This is radically destabilizing to personal and communal life.[5]
Consumerism's
inhumanity: alienation and fear
Consumerism
gives rise to truly fiendish lifestyle. Labor and the use of capital are
supposed to yield personal and familial financial stability through ownership.
The consumerist system drives its participants through labor and financial
speculation (credit or investment) to sustain artificial lifestyles they
"have" but do not "own," thus preventing on principle the
minimal stability accorded by private property. They cannot rest or be secure
in the fruit of their labor because they do not yet own that fruit. Today's
consumerist is like yesterday's coal miner who could not answer "St.
Peter's call" because he owed his soul to the company store. Many modern
Americans owe almost their entire lifestyles to the workplace and the
marketplace: their salaries and health care come from their employer, their
money and property are tied up in debts, and their retirements are invested in
mutual funds or other portfolios. Financial security arises from having
something to fall back on during a bad economy, yet much of what they hope to
posses depends on at least a modestly improving economy. If the economy
collapses they have nothing left—nothing but debts they cannot service. How can
such people hope to experience financial security or stability? Add to this the
nomadic wanderings of businesses and employees across the nation that have left
many neighborhoods without longtime residents and few family members living in
proximity to each other and one can readily understand the growing fear of an
old age spent alone or as a financial and personal burden to family and
community.[6]
Those who have
given over to a consumeristic lifestyle cannot give proper priority to rest,
recreation, joy, or prayer. They simply do not have the time, energy, or
security to do so. They live with an inner fear that compels them forward in an
endless effort to secure what is not securable: their unrealistic lifestyles.
Even if they manage to place God somewhere into the scheme of things they are
still trapped because God is not to be treated as one good among many: He is
the one God, the transcendent source of all good.
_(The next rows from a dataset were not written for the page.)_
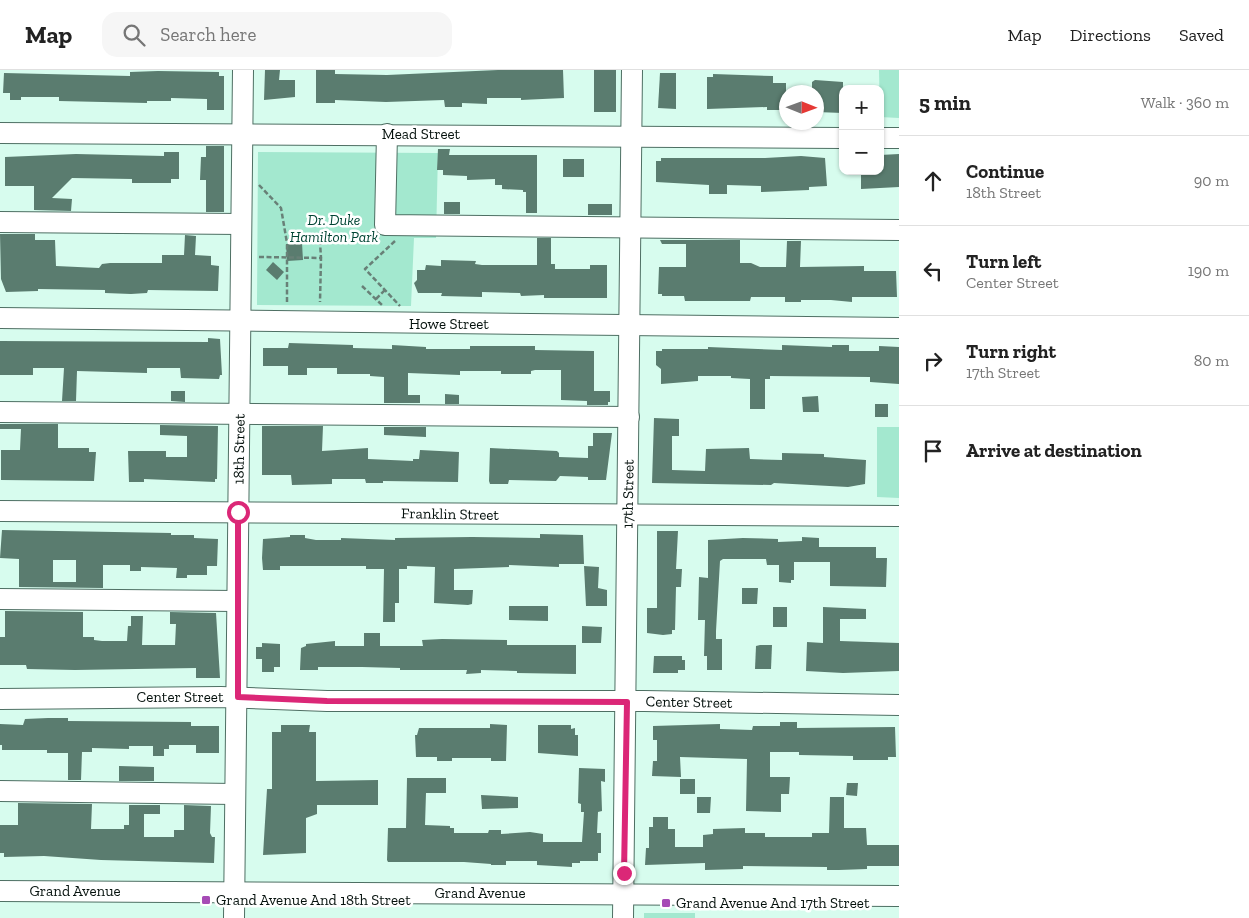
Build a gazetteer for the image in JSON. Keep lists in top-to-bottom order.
{
  "streets": {
    "street": [
      "Mead Street",
      "Howe Street",
      "18th Street",
      "17th Street",
      "Franklin Street",
      "Center Street",
      "Grand Avenue"
    ]
  },
  "crossings": [
    ["Mead Street", "18th Street"],
    ["Mead Street", "17th Street"],
    ["Howe Street", "18th Street"],
    ["Howe Street", "17th Street"],
    ["18th Street", "Franklin Street"],
    ["18th Street", "Center Street"],
    ["18th Street", "Grand Avenue"],
    ["17th Street", "Franklin Street"],
    ["17th Street", "Center Street"],
    ["17th Street", "Grand Avenue"]
  ],
  "parks": ["Dr. Duke Hamilton Park"],
  "places": {
    "transit": ["Grand Avenue And 18th Street", "Grand Avenue And 17th Street"]
  },
  "north": "right",
  "page": {
    "header": "Map",
    "search": "Search here",
    "nav": ["Map", "Directions", "Saved"],
    "heading": ["5 min", "Walk · 360 m"],
    "map_buttons": ["+", "−"],
    "list": [
      ["Continue", "18th Street", "90 m"],
      ["Turn left", "Center Street", "190 m"],
      ["Turn right", "17th Street", "80 m"],
      "Arrive at destination"
    ]
  }
}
We simply cannot serve the
God of Abraham, Isaac, and Jacob unless we love Him with our whole heart—not
merely place Him first on a list. Neither can we properly love ourselves or our
neighbors if we do not love God. The consumerist therefore is unable to adequately
love and serve God, himself, his family, his Church, or his community because
he is enslaved to the acquisition of a better life. The pitiable religious
consumerist thinks if he just works harder he will be able "to make
time" for God and others, but he is afraid that any "slacking
off" his hectic schedule is a failure to use God's gifts in providing for
the self-fulfillment of his family. By some demonic alchemy, love of God has
come to mean giving thanks for His gifts by maximizing productive "self-actualization"
while love of neighbor has come to mean providing them with consumer goods. One
need only examine the finances of a typical Christian family in America during
the aftermath of Christmas to see how pervasive this mentality has become.
Far from
attaining a better life, consumerists experience alienation and fear. Always
wanting more, their sense of accomplishment is ephemeral and they are strangers
to contentment. Always in danger of losing what they have but do not own, a
sense of urgency and futility are their constant companions. In their minds,
the peace of "accepting one's lot" is purchased only at the price of
a humiliating surrender to limitation and failure. It would be more accurate to
call this a "grudging resignation" rather than an act of acceptance.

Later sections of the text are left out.